Your instructions –
Once every line in the data below has been checked for "Task", give the number of lines that hold it, and only that.
**** Information given
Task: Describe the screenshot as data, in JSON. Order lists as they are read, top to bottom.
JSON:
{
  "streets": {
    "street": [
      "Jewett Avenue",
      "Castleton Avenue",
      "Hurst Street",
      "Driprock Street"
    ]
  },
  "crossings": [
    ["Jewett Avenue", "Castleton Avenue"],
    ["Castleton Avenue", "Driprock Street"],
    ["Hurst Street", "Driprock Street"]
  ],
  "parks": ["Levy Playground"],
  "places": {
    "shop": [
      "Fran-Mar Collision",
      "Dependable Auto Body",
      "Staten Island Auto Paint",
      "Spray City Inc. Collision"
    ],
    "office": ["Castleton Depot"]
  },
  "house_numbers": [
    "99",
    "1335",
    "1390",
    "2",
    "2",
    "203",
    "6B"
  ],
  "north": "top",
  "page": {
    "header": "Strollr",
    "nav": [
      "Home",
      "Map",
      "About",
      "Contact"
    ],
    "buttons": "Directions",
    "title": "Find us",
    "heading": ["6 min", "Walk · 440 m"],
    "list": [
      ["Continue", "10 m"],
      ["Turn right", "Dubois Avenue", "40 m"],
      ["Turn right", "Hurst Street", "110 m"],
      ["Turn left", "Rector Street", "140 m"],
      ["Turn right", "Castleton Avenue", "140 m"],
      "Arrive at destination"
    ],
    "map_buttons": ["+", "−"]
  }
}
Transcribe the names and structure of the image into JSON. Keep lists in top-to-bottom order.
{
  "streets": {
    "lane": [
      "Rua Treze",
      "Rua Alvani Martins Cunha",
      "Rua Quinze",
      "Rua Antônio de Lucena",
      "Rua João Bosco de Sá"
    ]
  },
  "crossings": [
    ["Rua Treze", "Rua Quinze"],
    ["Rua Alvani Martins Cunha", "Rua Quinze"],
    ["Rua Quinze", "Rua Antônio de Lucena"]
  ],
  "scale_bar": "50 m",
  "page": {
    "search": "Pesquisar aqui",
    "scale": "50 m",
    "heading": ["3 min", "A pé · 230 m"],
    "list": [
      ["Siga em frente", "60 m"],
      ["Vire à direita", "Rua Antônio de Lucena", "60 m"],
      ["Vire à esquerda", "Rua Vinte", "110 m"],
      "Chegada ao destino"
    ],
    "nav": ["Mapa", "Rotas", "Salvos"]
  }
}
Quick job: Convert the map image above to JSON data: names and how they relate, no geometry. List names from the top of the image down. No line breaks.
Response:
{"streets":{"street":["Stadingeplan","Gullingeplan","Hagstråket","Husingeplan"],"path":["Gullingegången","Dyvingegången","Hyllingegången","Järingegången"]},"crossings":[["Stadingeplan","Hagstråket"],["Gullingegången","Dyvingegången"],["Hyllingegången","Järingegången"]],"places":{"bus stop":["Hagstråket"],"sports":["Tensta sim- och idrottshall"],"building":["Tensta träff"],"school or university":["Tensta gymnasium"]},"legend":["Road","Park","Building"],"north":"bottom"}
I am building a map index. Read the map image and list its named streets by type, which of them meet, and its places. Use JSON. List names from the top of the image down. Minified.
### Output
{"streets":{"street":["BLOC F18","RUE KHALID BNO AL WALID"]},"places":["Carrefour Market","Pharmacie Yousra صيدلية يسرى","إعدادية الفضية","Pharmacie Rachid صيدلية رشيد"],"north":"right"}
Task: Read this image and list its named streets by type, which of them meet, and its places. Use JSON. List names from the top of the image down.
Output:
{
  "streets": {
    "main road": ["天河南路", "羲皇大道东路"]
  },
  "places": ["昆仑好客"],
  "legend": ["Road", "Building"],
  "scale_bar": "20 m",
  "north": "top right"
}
********
Reply –
2